• **Provided entries**
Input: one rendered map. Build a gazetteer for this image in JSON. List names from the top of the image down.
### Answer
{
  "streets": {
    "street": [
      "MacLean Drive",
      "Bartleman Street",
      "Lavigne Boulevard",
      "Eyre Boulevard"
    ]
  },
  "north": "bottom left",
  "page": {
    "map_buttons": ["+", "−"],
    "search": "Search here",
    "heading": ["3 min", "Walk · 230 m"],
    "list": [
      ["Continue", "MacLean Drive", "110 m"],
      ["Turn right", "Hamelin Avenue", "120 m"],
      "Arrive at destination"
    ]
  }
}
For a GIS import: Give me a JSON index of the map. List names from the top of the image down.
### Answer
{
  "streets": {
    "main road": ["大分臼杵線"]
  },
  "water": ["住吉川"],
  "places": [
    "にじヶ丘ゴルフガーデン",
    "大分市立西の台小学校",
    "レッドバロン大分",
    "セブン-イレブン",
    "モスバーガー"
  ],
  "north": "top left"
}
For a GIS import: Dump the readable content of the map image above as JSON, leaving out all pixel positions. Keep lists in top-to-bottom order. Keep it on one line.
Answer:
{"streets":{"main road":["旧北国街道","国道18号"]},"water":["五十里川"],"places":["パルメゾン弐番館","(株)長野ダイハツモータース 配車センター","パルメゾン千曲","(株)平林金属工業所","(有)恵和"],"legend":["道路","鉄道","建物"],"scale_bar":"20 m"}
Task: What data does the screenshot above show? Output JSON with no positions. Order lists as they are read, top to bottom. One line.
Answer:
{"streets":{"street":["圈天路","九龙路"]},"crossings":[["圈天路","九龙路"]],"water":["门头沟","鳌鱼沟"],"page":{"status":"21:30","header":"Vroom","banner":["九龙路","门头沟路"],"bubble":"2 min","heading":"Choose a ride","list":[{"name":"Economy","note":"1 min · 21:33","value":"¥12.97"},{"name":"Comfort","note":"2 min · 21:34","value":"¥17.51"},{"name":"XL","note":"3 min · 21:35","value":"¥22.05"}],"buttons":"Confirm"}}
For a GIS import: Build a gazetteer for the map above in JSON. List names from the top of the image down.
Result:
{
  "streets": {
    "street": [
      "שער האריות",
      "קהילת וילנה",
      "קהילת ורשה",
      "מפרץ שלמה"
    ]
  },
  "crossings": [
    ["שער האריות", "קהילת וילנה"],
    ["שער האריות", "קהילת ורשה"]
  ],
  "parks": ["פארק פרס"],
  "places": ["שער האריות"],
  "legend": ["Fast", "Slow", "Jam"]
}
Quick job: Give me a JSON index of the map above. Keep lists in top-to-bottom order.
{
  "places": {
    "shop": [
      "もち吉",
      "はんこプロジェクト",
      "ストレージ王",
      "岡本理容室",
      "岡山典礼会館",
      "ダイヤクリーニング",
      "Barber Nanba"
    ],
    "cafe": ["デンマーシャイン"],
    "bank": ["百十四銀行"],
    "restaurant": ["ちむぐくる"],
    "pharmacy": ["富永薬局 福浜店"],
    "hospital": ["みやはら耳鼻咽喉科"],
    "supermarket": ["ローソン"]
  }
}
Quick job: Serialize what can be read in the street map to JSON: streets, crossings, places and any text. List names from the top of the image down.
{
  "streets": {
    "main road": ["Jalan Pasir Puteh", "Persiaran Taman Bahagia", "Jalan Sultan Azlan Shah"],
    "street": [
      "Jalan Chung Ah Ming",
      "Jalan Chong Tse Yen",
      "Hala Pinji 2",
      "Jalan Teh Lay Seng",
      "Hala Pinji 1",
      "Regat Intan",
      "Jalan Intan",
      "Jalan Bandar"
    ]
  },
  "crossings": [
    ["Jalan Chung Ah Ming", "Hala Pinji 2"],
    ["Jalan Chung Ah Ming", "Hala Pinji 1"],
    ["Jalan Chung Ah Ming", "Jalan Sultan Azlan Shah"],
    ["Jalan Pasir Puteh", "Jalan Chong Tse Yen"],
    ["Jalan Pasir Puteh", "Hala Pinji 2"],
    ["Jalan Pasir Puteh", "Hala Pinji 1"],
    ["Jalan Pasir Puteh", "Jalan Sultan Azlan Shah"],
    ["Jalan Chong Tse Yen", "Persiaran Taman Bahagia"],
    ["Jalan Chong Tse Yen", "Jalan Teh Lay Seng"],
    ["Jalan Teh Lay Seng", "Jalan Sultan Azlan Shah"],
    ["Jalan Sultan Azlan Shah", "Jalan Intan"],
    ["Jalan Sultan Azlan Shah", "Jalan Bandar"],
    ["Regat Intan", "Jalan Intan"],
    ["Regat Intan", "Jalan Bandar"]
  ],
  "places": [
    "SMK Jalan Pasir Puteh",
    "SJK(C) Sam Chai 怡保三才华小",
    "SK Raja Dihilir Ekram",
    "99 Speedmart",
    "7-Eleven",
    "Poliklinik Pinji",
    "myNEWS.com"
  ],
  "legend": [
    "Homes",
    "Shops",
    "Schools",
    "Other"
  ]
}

• **The problem**
Down to the last line, copy the entries above exactly.

• **Answer space**
Input: one rendered map. Build a gazetteer for this image in JSON. List names from the top of the image down.
### Answer
{
  "streets": {
    "street": [
      "MacLean Drive",
      "Bartleman Street",
      "Lavigne Boulevard",
      "Eyre Boulevard"
    ]
  },
  "north": "bottom left",
  "page": {
    "map_buttons": ["+", "−"],
    "search": "Search here",
    "heading": ["3 min", "Walk · 230 m"],
    "list": [
      ["Continue", "MacLean Drive", "110 m"],
      ["Turn right", "Hamelin Avenue", "120 m"],
      "Arrive at destination"
    ]
  }
}
For a GIS import: Give me a JSON index of the map. List names from the top of the image down.
### Answer
{
  "streets": {
    "main road": ["大分臼杵線"]
  },
  "water": ["住吉川"],
  "places": [
    "にじヶ丘ゴルフガーデン",
    "大分市立西の台小学校",
    "レッドバロン大分",
    "セブン-イレブン",
    "モスバーガー"
  ],
  "north": "top left"
}
For a GIS import: Dump the readable content of the map image above as JSON, leaving out all pixel positions. Keep lists in top-to-bottom order. Keep it on one line.
Answer:
{"streets":{"main road":["旧北国街道","国道18号"]},"water":["五十里川"],"places":["パルメゾン弐番館","(株)長野ダイハツモータース 配車センター","パルメゾン千曲","(株)平林金属工業所","(有)恵和"],"legend":["道路","鉄道","建物"],"scale_bar":"20 m"}
Task: What data does the screenshot above show? Output JSON with no positions. Order lists as they are read, top to bottom. One line.
Answer:
{"streets":{"street":["圈天路","九龙路"]},"crossings":[["圈天路","九龙路"]],"water":["门头沟","鳌鱼沟"],"page":{"status":"21:30","header":"Vroom","banner":["九龙路","门头沟路"],"bubble":"2 min","heading":"Choose a ride","list":[{"name":"Economy","note":"1 min · 21:33","value":"¥12.97"},{"name":"Comfort","note":"2 min · 21:34","value":"¥17.51"},{"name":"XL","note":"3 min · 21:35","value":"¥22.05"}],"buttons":"Confirm"}}
For a GIS import: Build a gazetteer for the map above in JSON. List names from the top of the image down.
Result:
{
  "streets": {
    "street": [
      "שער האריות",
      "קהילת וילנה",
      "קהילת ורשה",
      "מפרץ שלמה"
    ]
  },
  "crossings": [
    ["שער האריות", "קהילת וילנה"],
    ["שער האריות", "קהילת ורשה"]
  ],
  "parks": ["פארק פרס"],
  "places": ["שער האריות"],
  "legend": ["Fast", "Slow", "Jam"]
}
Quick job: Give me a JSON index of the map above. Keep lists in top-to-bottom order.
{
  "places": {
    "shop": [
      "もち吉",
      "はんこプロジェクト",
      "ストレージ王",
      "岡本理容室",
      "岡山典礼会館",
      "ダイヤクリーニング",
      "Barber Nanba"
    ],
    "cafe": ["デンマーシャイン"],
    "bank": ["百十四銀行"],
    "restaurant": ["ちむぐくる"],
    "pharmacy": ["富永薬局 福浜店"],
    "hospital": ["みやはら耳鼻咽喉科"],
    "supermarket": ["ローソン"]
  }
}
Quick job: Serialize what can be read in the street map to JSON: streets, crossings, places and any text. List names from the top of the image down.
{
  "streets": {
    "main road": ["Jalan Pasir Puteh", "Persiaran Taman Bahagia", "Jalan Sultan Azlan Shah"],
    "street": [
      "Jalan Chung Ah Ming",
      "Jalan Chong Tse Yen",
      "Hala Pinji 2",
      "Jalan Teh Lay Seng",
      "Hala Pinji 1",
      "Regat Intan",
      "Jalan Intan",
      "Jalan Bandar"
    ]
  },
  "crossings": [
    ["Jalan Chung Ah Ming", "Hala Pinji 2"],
    ["Jalan Chung Ah Ming", "Hala Pinji 1"],
    ["Jalan Chung Ah Ming", "Jalan Sultan Azlan Shah"],
    ["Jalan Pasir Puteh", "Jalan Chong Tse Yen"],
    ["Jalan Pasir Puteh", "Hala Pinji 2"],
    ["Jalan Pasir Puteh", "Hala Pinji 1"],
    ["Jalan Pasir Puteh", "Jalan Sultan Azlan Shah"],
    ["Jalan Chong Tse Yen", "Persiaran Taman Bahagia"],
    ["Jalan Chong Tse Yen", "Jalan Teh Lay Seng"],
    ["Jalan Teh Lay Seng", "Jalan Sultan Azlan Shah"],
    ["Jalan Sultan Azlan Shah", "Jalan Intan"],
    ["Jalan Sultan Azlan Shah", "Jalan Bandar"],
    ["Regat Intan", "Jalan Intan"],
    ["Regat Intan", "Jalan Bandar"]
  ],
  "places": [
    "SMK Jalan Pasir Puteh",
    "SJK(C) Sam Chai 怡保三才华小",
    "SK Raja Dihilir Ekram",
    "99 Speedmart",
    "7-Eleven",
    "Poliklinik Pinji",
    "myNEWS.com"
  ],
  "legend": [
    "Homes",
    "Shops",
    "Schools",
    "Other"
  ]
}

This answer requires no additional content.